I made every rookie mistake in the industry: submitting a half-baked novella directly to New York editors (who rejected me), calling up local writers at home to ask advice, and being an all-around idiot. I didn’t know about writers’ organizations, or awards, or — let’s be honest here — anything.

But I learned. I joined Sisters in Crime; began to write for a group blog, Murderati; tossed the half-baked novella in the trash; and wrote a proper book. An agent saw my work online and, as fate would have it, asked to read my book just as I was crafting a query letter to him. Serendipity.

But he couldn’t sell my first book, and I was immediately plunged back into the abyss I’d spent eight years trying to crawl out of. That voice came back. You aren’t good enough. You simply are not good enough.

This negativity lurks every minute of every day for us creatives. We allow others to make judgments for us.
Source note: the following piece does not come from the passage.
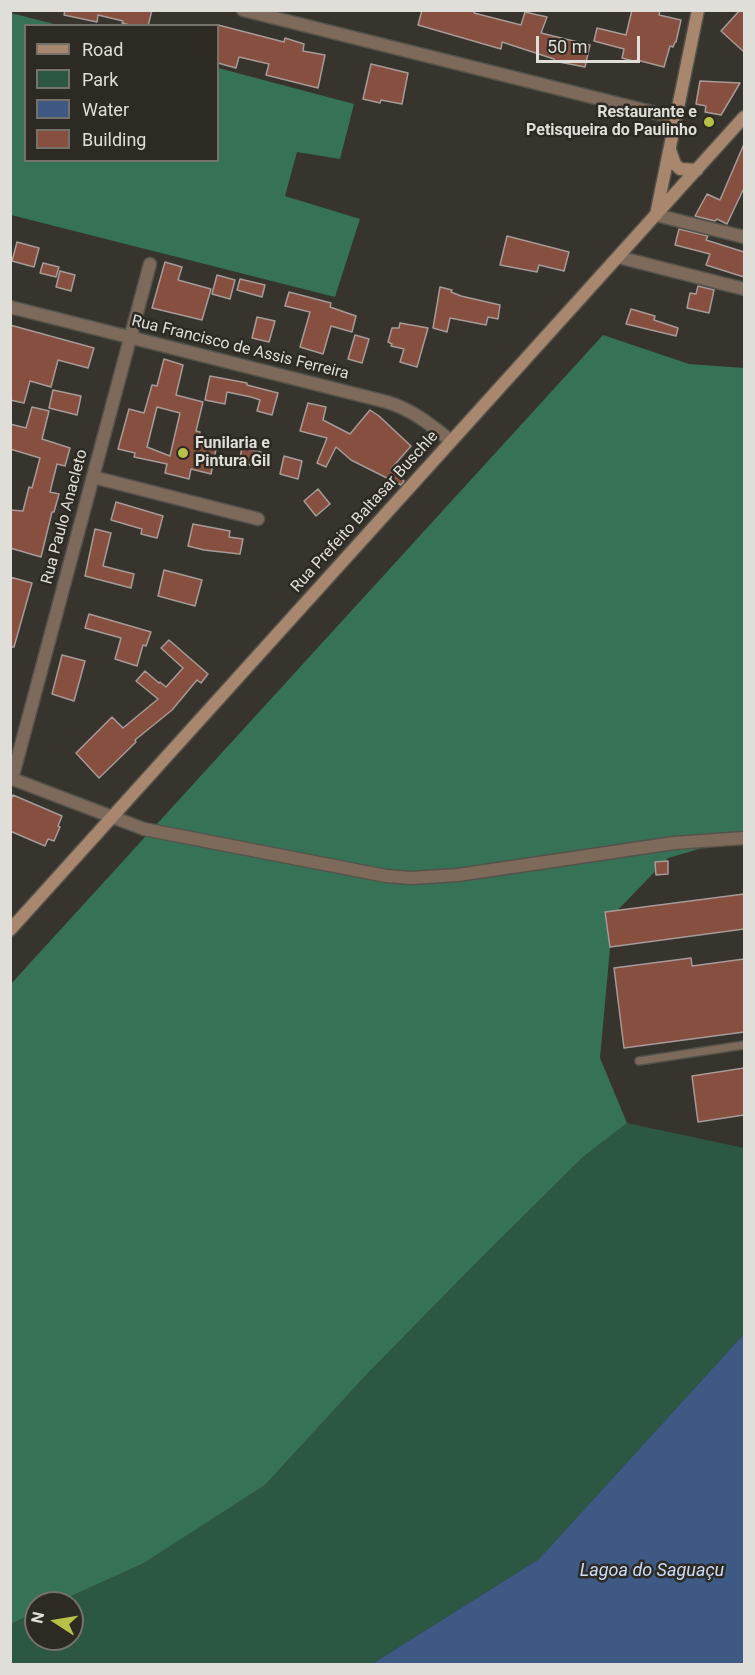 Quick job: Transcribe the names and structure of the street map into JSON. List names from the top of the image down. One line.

We allow reviews and acceptances and complete strangers who hate our work, or love our work, to define us.

To be a writer, to come daily to the page, to slough off the voices of the naysayers, takes more than just a talent for stringing words together and machinating stories. It takes a determination to ignore the critics, the pettiness of your own muse, the collective voice of the chorus singing your daily demise. It is a process of natural selection, and only the adaptive survive. It takes courage, and a wee bit of denial, and a roaring ego. We have to believe the story we’re telling is interesting enough to capture the attention of the reader. With any luck, hundreds of thousands of readers.

So, when I finished wallowing in self-pity, I got back to it. I wrote my agent a new book, and he sold it. I was 37 when ALL THE PRETTY GIRLS released. It has been published in 24 countries and 12 languages so far.

The past 13 years have been a ride, with ups and downs like every writing career. But a career it is. Right now, I’m working on my 18th novel. Twelve are out in the world, with 13, 14, and 15 all coming in the next few months. My  first standalone   will be out in March 2016, and that first book, the one that didn’t sell? Comes out in June 2016. (I nearly passed out when I wrote this paragraph, mind you. I don’t know how the hell that happened.)

In case you’re not familiar with my work, I write three series — one with Nashville homicide lieutenant Taylor Jackson, one with Dr. Samantha Owens, medical examiner extraordinaire, and the third, big international thrillers featuring Nicholas Drummond — a Brit in the FBI — with Catherine Coulter. And as I mentioned, now I’m delving into the standalone market with a domestic thriller called NO ONE KNOWS. I write for four publishers, one of which is my own house, Two Tales Press; do short stories for anthologies whenever I’m able; and generally drive myself batty trying to meet all my deadlines.

But I come to the page daily with hope, and with a whopping dose of humility, because I recognize how very lucky I am. I’m doing what I love. That haunting voice, the one who screamed at me for eight years, who knew I shouldn’t have given up, is gone, replaced by the purring of my muse.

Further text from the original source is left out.